Wu Huaiyao thought of the whole group of writers, they are creating spiritual wealth for society, their material living standard? Can't they become materially rich at the same time as they become spiritual giants? With this question in mind, he began to collect information on the subject, but to his surprise, there were no reports on the existence of Chinese writers in all kinds of print and online media. After a series of lamentations, Wu Huaiyao came up with a very strong idea that he would use the power of an article to overturn the public's stereotype of writers as "poor" and make the whole society pay attention to the living situation of this special group of writers.
After choosing the topic, Wu Huaiyao began to carry out an extensive and careful investigation. First, the owners of dozens of large bookstores in several big cities were asked one by one to make a list of the best-selling authors of the year, and the top 25 names with the most repeated names were selected. Next, delineate the works of these writers. They then check print runs of their work and, after checking with publishers, calculate the authors' royalties for a year, based on general royalty rates in the publishing world. After more than a month of hard work, the first "Rich List of Chinese Writers", independently investigated and produced by Wu Huaiyao, has finally been finalized.

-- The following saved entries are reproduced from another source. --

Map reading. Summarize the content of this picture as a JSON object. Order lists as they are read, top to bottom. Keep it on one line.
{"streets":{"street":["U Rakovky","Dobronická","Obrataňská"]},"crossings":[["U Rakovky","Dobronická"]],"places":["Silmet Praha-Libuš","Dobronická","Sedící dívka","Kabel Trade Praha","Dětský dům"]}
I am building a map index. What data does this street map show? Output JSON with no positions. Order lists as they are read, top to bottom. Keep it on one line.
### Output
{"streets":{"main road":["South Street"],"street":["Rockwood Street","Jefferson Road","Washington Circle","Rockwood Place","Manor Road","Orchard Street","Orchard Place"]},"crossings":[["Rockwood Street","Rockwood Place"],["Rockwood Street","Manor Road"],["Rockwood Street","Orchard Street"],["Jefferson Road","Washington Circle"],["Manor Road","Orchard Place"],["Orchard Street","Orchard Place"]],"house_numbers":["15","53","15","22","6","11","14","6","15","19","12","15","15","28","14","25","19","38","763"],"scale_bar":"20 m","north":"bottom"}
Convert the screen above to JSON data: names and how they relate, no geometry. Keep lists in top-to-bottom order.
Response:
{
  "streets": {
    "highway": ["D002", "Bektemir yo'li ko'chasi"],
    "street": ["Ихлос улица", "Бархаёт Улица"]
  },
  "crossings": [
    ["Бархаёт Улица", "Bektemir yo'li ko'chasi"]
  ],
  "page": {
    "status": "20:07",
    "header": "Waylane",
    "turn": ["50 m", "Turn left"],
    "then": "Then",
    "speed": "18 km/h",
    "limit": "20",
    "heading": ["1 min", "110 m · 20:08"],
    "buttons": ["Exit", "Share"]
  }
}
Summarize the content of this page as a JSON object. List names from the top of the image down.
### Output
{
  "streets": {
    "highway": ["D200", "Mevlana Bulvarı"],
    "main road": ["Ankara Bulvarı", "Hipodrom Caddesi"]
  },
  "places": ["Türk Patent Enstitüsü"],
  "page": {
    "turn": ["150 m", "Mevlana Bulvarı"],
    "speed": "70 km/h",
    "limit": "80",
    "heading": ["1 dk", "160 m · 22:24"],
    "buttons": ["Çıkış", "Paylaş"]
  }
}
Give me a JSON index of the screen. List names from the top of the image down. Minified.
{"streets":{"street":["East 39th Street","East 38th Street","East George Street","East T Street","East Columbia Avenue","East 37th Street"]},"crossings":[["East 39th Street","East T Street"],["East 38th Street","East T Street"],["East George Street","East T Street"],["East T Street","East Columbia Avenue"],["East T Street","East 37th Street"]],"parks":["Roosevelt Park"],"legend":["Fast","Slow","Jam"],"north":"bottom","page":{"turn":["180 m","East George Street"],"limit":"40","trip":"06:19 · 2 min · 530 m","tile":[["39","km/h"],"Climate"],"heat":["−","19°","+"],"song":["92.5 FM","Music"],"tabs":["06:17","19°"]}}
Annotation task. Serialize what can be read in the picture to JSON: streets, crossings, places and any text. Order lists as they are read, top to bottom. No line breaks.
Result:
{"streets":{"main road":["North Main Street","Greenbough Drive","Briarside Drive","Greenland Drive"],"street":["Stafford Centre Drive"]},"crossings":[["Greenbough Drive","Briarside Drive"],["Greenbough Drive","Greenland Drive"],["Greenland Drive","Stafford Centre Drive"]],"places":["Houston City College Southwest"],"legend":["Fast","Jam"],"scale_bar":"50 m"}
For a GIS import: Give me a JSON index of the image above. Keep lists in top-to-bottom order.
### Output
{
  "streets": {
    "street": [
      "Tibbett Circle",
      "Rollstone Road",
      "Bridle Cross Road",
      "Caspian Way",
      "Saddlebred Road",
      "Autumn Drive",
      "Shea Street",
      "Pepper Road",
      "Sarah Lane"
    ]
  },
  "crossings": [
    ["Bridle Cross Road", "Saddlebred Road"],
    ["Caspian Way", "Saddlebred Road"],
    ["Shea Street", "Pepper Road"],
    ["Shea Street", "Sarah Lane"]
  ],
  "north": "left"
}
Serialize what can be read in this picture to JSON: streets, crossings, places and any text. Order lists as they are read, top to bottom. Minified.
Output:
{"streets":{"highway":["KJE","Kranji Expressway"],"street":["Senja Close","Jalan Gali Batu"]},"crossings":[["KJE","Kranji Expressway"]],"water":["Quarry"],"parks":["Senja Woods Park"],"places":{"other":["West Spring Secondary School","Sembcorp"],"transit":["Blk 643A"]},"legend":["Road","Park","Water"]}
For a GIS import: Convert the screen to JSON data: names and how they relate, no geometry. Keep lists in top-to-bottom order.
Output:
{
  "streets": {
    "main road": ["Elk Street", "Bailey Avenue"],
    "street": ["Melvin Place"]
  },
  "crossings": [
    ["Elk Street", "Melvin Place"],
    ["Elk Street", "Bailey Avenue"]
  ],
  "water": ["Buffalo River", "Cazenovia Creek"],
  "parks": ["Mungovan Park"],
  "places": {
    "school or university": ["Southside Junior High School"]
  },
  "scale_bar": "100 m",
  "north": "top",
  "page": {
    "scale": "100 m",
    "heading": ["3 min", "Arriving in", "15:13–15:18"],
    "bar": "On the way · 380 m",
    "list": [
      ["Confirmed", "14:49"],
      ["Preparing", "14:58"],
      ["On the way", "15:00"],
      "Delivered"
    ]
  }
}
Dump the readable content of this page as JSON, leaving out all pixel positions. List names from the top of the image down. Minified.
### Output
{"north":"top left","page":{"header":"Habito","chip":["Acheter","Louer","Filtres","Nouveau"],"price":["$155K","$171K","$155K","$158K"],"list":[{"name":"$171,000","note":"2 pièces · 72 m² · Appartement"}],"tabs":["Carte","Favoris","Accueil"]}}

On December 15, 2006, the Financial Times headlined the launch of the "Rich List of Chinese Writers". The list was prominently displayed on the front page of almost every website in the country that day. The next day, newspapers around the country were abuzz. On the third day, CCTV and Hong Kong, Macao, and Taiwan media began to follow up on the report. Later, even the American media discussed it. Suddenly, "Rich lists of Chinese writers" appeared almost everywhere, and for the first time, the existence of writers became the most popular news topic and was named the most influential cultural event of the year.
Move to publish, think, act
The launch of the "Rich List of Chinese Writers" has not only turned writers into the hottest topics in society for the first time but also made Wu Huaiyao himself an overnight sensation. At the end of 2006, three months after the launch of the list, Wu became a cover reporter for the newspaper and began to report on various major topics in depth and write cover articles for the newspaper.
After several months as a cover reporter, Wu Huaiyao had a new idea: Is there a way to create a new model of media? Do not need the so-called news of the head, can be free to write blockbuster news? At this time, a website general manager to do ranking found Wu Huaiyao, with very generous terms to invite him to join the website.